GLENDALE, Calif. – Actor Henry Winkler took the witness stand Wednesday in a lawsuit over the death of actor John Ritter, telling jurors he had a conversation with his friend just hours before he died.
Winkler, who played The Fonz on "Happy Days," also gave the jury a testimonial to the comedic brilliance of Ritter, who was best known for the classic sitcom "Three's Company."
"He kept everyone laughing. He was a professional," Winkler said.
Ritter, at the time starring in the TV show "8 Simple Rules ... For Dating My Teenage Daughter," died Sept. 11, 2003, after suffering a tear in his aorta, known as an aortic dissection. He was 54.
Winkler testified that on the day of Ritter's death he was doing a guest appearance on "8 Simple Rules" and he did not suspect anything seriously wrong with his friend.
At one point, he said, they were recalling old times before they were due to perform an episode in which Winkler was to play Ritter's new boss.

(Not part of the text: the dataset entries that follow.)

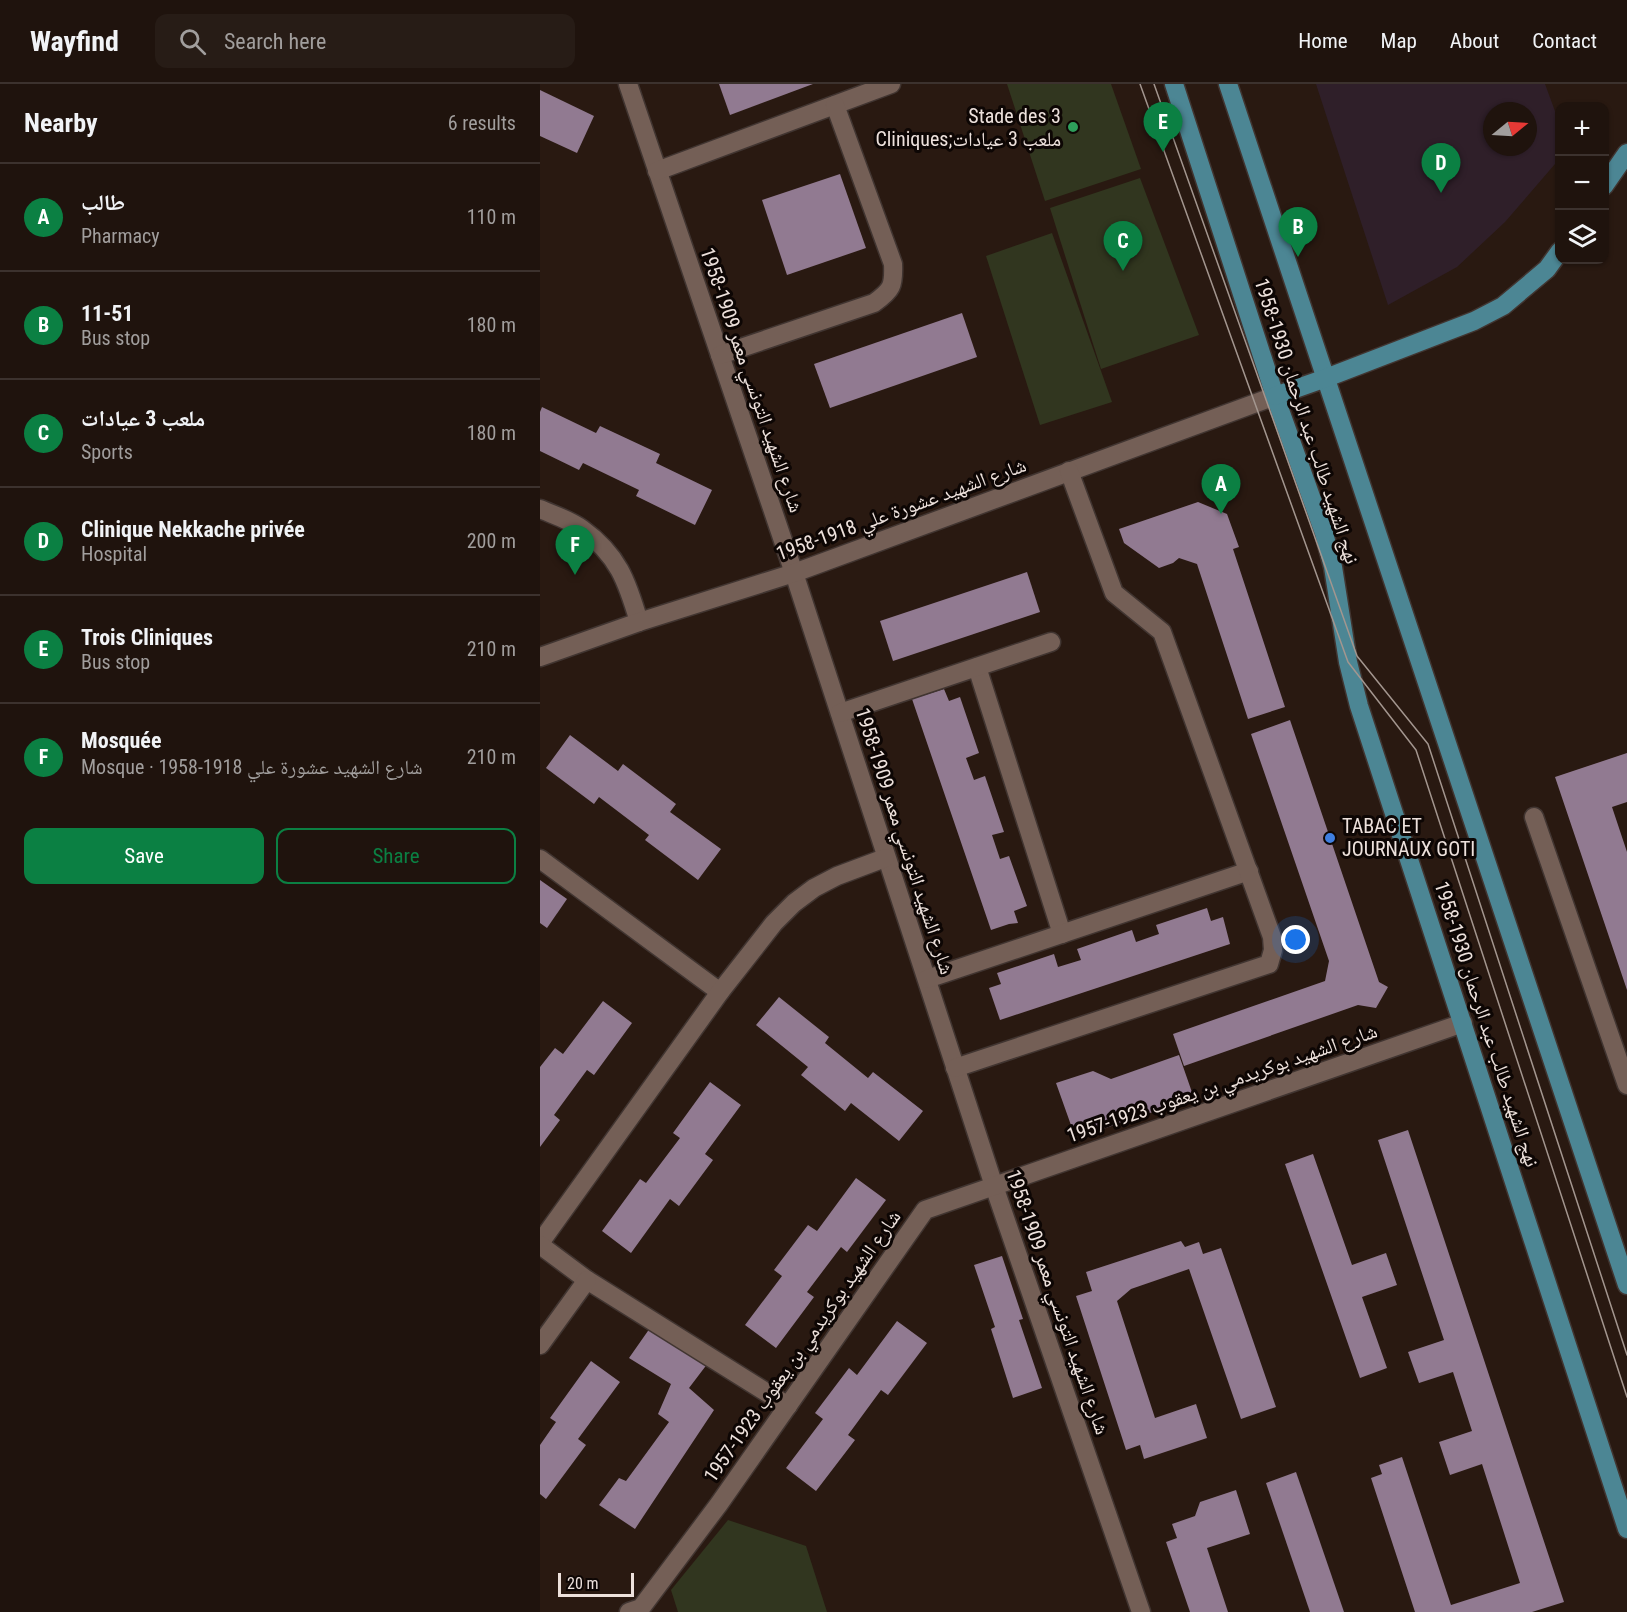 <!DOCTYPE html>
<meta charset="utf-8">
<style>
:root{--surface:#1f130d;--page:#271c16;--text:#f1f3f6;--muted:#a19e9d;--line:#3c322e;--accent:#0b8043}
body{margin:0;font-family:"Roboto Condensed","Noto Naskh Arabic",sans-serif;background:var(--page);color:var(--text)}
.controls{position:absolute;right:18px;top:18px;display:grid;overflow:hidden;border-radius:12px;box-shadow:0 2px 4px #0004}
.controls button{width:54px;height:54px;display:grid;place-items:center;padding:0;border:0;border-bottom:2px solid var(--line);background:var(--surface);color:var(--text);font:30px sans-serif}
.compass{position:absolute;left:943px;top:18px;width:54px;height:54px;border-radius:50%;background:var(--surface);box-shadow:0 2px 4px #0004;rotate:72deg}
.scale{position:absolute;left:18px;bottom:15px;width:76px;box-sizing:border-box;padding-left:6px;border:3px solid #ede1dc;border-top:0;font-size:16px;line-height:21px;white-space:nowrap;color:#ede1dc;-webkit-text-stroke:4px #0d0604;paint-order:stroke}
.you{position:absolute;left:756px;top:856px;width:21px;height:21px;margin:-15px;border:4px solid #fff;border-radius:50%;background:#1a73e8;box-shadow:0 0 0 9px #1a73e833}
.badge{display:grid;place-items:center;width:39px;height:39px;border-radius:50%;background:var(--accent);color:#fff;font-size:20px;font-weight:700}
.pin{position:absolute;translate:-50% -50px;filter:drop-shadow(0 2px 3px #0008)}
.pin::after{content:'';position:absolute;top:32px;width:21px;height:18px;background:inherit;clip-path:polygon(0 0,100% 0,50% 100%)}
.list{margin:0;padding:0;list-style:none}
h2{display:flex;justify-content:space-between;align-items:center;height:78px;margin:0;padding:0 24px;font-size:26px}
h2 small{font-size:20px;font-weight:400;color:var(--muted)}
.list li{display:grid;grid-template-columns:39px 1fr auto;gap:18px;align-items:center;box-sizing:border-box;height:108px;padding:0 24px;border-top:2px solid var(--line)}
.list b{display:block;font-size:22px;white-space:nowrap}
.list p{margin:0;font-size:20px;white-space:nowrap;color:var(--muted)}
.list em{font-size:20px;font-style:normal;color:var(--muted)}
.actions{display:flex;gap:12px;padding:18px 24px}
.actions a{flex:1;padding:14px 0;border:2px solid var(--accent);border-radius:12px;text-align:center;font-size:21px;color:var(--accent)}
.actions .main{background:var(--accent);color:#fff}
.icon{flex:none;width:33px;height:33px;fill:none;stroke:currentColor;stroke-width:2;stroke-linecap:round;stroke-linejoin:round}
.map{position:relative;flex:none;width:1087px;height:1528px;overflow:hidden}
header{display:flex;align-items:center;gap:36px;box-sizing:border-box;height:84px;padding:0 30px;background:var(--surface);border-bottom:2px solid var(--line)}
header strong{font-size:28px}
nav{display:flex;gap:33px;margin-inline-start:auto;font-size:21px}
.search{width:420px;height:54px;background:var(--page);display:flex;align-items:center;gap:15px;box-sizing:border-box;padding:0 21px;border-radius:12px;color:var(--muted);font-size:22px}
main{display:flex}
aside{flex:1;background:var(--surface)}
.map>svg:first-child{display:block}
</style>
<header>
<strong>Wayfind</strong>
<div class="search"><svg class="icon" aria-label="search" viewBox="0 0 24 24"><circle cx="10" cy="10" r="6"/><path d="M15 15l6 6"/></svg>Search here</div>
<nav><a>Home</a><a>Map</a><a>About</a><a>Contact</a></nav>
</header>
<main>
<aside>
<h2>Nearby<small>6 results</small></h2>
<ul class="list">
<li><span class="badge">A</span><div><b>طالب</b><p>Pharmacy</p></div><em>110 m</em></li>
<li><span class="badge">B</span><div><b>11-51</b><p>Bus stop</p></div><em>180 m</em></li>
<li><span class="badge">C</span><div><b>ملعب 3 عيادات</b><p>Sports</p></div><em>180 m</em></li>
<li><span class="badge">D</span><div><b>Clinique Nekkache privée</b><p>Hospital</p></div><em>200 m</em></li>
<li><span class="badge">E</span><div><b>Trois Cliniques</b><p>Bus stop</p></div><em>210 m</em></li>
<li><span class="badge">F</span><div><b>Mosquée</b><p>Mosque · شارع الشهيد عشورة علي 1918-1958</p></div><em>210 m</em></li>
</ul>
<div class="actions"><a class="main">Save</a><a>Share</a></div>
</aside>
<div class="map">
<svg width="1087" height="1528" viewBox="0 0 1087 1528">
<rect width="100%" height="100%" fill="#291911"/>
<path fill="#2f1f29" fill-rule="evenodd" d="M776,0h229l14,38v34l-4,8 -50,58 -48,45 -69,38zM952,27h36v36h-36z"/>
<g fill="#31361f">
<polygon points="467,0 571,0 601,85 505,117"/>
<polygon points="600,94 659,251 561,285 510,124"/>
<polygon points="512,149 572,318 500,341 446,172"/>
<polygon points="188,1436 266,1462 287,1528 138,1528 131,1506"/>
</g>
<g fill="#917a91">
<polygon points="179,0 273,0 190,31"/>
<polygon points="0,6 54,32 37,69 0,52"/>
<polygon points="300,90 326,164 247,191 222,116"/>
<polygon points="422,229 437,273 290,324 274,280"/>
<polygon points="2,323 56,349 60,342 120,370 116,379 172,406 155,441 96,412 99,406 43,379 39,386 0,367 0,328"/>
<polygon points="658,418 687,430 699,463 693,465 745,623 708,635 657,480 639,474 633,479 619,484 584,459 579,445"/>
<polygon points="487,488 500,528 353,577 340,537"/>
<polygon points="404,605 409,617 420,613 439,669 426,674 434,696 445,692 464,748 452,751 460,775 469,772 487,822 474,827 478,839 469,840 451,846 372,615"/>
<polygon points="750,636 839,898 848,903 836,924 818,921 644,982 633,950 785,897 789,877 711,650"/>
<polygon points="30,651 78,687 83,680 136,720 130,728 181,765 158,796 105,756 109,751 59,713 54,720 6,684"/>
<polygon points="1087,669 1087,718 1072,723 1087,768 1087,906 1015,693"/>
<polygon points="0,796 27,815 7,844 0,839"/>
<polygon points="667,824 671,837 683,833 690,860 460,936 449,904 461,900 457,889 514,870 518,883 541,876 537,865 592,846 596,858 619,850 616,841"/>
<polygon points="239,913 289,953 285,959 328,994 333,988 383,1027 359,1057 311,1019 305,1027 261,991 268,983 216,941"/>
<polygon points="63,917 92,939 54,991 47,986 14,1031 20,1036 0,1063 0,983 15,964 23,970"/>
<polygon points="639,971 654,1014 545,1051 532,1044 516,999 553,987 571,995"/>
<polygon points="170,998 201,1021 165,1070 173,1076 139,1122 130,1115 91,1169 62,1147 100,1095 106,1099 140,1054 133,1049"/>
<polygon points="868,1046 1024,1518 992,1528 875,1528 831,1394 842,1390 839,1381 862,1373 911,1521 980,1499 942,1380 910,1391 899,1358 932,1347 913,1288 879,1299 868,1268 904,1256 838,1056"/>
<polygon points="773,1070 812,1181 846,1169 857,1201 822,1213 847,1284 820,1294 745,1080"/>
<polygon points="316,1094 346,1116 307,1168 301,1163 267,1208 274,1213 236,1264 205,1241 242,1192 234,1186 268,1141 277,1147"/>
<polygon points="641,1157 645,1163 659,1158 663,1170 681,1164 736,1323 701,1335 649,1185 591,1205 577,1217 615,1334 656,1320 667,1354 604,1375 600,1361 586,1366 536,1212 552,1207 546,1188"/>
<polygon points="462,1172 483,1235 479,1236 502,1304 473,1314 451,1245 455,1243 434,1181"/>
<polygon points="357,1237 387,1259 348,1311 341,1306 308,1351 315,1356 276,1407 246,1384 283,1335 275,1329 309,1284 317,1291"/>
<polygon points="110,1244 168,1279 149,1304 174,1326 95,1445 59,1421 79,1394 86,1397 129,1338 118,1330 131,1300 89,1274"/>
<polygon points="51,1277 80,1298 38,1355 46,1361 6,1415 0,1410 0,1361 16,1338 10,1334"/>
<polygon points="756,1388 804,1528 770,1528 726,1399"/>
<polygon points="696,1406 710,1450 667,1464 688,1528 650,1528 626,1458 637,1454 632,1440 655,1432 660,1418"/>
</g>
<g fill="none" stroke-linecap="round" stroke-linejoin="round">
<g stroke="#413531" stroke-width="21">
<g id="minor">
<polyline points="88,0 254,489 454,1102 601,1528"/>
<polyline points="117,87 351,0"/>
<path d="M180,271l154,-52c18,-13 20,-17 19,-39l-58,-159"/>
<path d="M0,425c14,6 30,11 42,20 36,26 45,52 57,93"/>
<polyline points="0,573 99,538 254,489 735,312"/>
<polyline points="437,583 522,850"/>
<polyline points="300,629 511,558"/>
<polyline points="994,733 1087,1001"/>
<polyline points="0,775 180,908"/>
<polyline points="387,895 709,787"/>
<polyline points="415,984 729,880 733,866 732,853 622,548 574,509 529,387"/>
<polyline points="0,1159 180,908 234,839 254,819 274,804 297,792 345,774"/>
<polyline points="0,1161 47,1196 248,1322"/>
<polyline points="0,1261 47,1196"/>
<polyline points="89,1528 101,1524 179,1420 385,1126 923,939"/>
</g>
</g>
<g stroke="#413531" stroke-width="21">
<g id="major">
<polyline points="634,0 735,312 784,449 793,483 808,578 819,622 1087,1445"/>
<polyline points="688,0 1087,1201"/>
<polyline points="1064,102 1087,69"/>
<polyline points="735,312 786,294 934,237 963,222 1007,185 1020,167"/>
</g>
</g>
<use href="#minor" stroke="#745f56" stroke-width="18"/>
<use href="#major" stroke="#4c8694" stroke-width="18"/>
<g stroke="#a3968f" stroke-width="1.5">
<polyline points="600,0 808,578 876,666 1087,1313"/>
<polyline points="614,0 817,572 888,660 1087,1271"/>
</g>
</g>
<circle fill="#2e9e5b" stroke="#0d0604" stroke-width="2" cx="533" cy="43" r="6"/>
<circle fill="#3f7fe0" stroke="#0d0604" stroke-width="2" cx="790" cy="754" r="6"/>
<g text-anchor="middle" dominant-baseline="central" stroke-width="6" stroke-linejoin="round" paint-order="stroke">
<g font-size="20" fill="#ede1dc" stroke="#0d0604" text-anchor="end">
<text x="521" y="32">Stade des 3<tspan x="521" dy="23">Cliniques;ملعب 3 عيادات</tspan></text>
<text x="802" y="742" text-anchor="start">TABAC ET<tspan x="802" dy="23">JOURNAUX GOTI</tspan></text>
</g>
<g font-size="20" fill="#ede1dc" stroke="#0d0604">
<text transform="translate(212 296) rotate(71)">شارع الشهيد التونسي معمر 1909-1958</text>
<text transform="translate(767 337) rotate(72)">نهج الشهيد طالب عبد الرحمان 1930-1958</text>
<text transform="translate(361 425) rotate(-20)">شارع الشهيد عشورة علي 1918-1958</text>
<text transform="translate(365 757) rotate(72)">شارع الشهيد التونسي معمر 1909-1958</text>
<text transform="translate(947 940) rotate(72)">نهج الشهيد طالب عبد الرحمان 1930-1958</text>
<text transform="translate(682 999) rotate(-19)">شارع الشهيد بوكريدمي بن يعقوب 1923-1957</text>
<text transform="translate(518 1218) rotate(71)">شارع الشهيد التونسي معمر 1909-1958</text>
<text transform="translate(262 1262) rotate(-55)">شارع الشهيد بوكريدمي بن يعقوب 1923-1957</text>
</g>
</g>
</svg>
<div class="controls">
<button>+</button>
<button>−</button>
<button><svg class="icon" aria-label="layers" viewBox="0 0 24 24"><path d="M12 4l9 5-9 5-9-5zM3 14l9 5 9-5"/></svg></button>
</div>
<svg class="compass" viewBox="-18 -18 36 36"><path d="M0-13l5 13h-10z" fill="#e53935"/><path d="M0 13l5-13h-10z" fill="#a19e9d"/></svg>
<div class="scale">20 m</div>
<div class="you"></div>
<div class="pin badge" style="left:681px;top:430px">A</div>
<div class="pin badge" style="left:758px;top:173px">B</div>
<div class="pin badge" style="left:583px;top:187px">C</div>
<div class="pin badge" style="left:901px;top:109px">D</div>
<div class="pin badge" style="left:623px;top:68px">E</div>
<div class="pin badge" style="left:35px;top:491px">F</div>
</div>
</main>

"We were reminiscing," Winkler said. "He was sweating (and said) 'I really need to get some water.' I said 'I really need to memorize my lines.' And he went one way and I went the other. And that was the last time I saw him."
The lawsuit says Ritter was treated for a heart attack instead of the aortic dissection and seeks $67 million from a radiologist who earlier gave Ritter a body scan and the cardiologist who treated him that day. The trial follows settlements with Providence St. Joseph Medical Center in Burbank and other medical personnel for about $14 million.
Defense attorneys have told the jury that neither doctor was responsible for Ritter's death and that the body scan two years earlier showed his aorta was of normal size and there was no sign it would dissect.
Winkler said that a while after he saw Ritter the members of the cast were told to go home but weren't told what was wrong. He said he knew it was the fifth birthday of one of Ritter's children and thought perhaps he had decided to quit early to celebrate.
"At 9 at night I was called and told he was in the hospital and at 11 or 11:30 I was called to say, 'We have lost John,"' Winkler testified.
He told jurors Ritter had been thrilled that "lightning had struck again" and he had a new hit show.
"He loved everyone in the cast, and they loved him," he said.
Much of Winkler's testimony dealt with Ritter's devotion to his wife, Amy Yasbeck, and his four children.
Asked what he thought the children would miss most about their father, Winkler replied: "His passion for life. His excitement for being on the Earth."
"Any conversation we had wrapped around his children, the pride and the love," Winkler said.
Ritter and Yasbeck "were an incredible team. ... They were like two sides of a whole," Winkler said.
Yasbeck wiped her eyes several times during Winkler's testimony.
Outside court, Winkler talked to reporters but would not comment on whether he believed the doctors were to blame.
A renowned expert on thoracic aortic disease said in testimony after Winkler's that the cardiologist, Dr. Joseph Lee, caused Ritter's death by providing substandard care.
Dr. John Elefteriades, chief of cardiothoracic surgery at Yale University and Yale-New Haven Hospital, said he had never before given such harsh testimony against a cardiologist.
"It's very difficult for me, and I'm here with a very heavy heart," he said. "But for one tragic decision, Mr. Ritter would have been alive. I couldn't find a way to justify the events."
The tragic decision, he said, was Lee's judgment that Ritter was having a heart attack and needed to be rushed into treatment. He said that had a chest X-ray been immediately taken, the tear in Ritter's aorta would have been found and he could have been taken to surgery.
Defense attorney Stephen C. Fraser attacked the expert on cross-examination, suggesting he was biased because Ritter's wife had recently spoken at a symposium arranged by Elefteriades and dedicated to the memory of Ritter.
The defense was expected to call its own experts on the disease.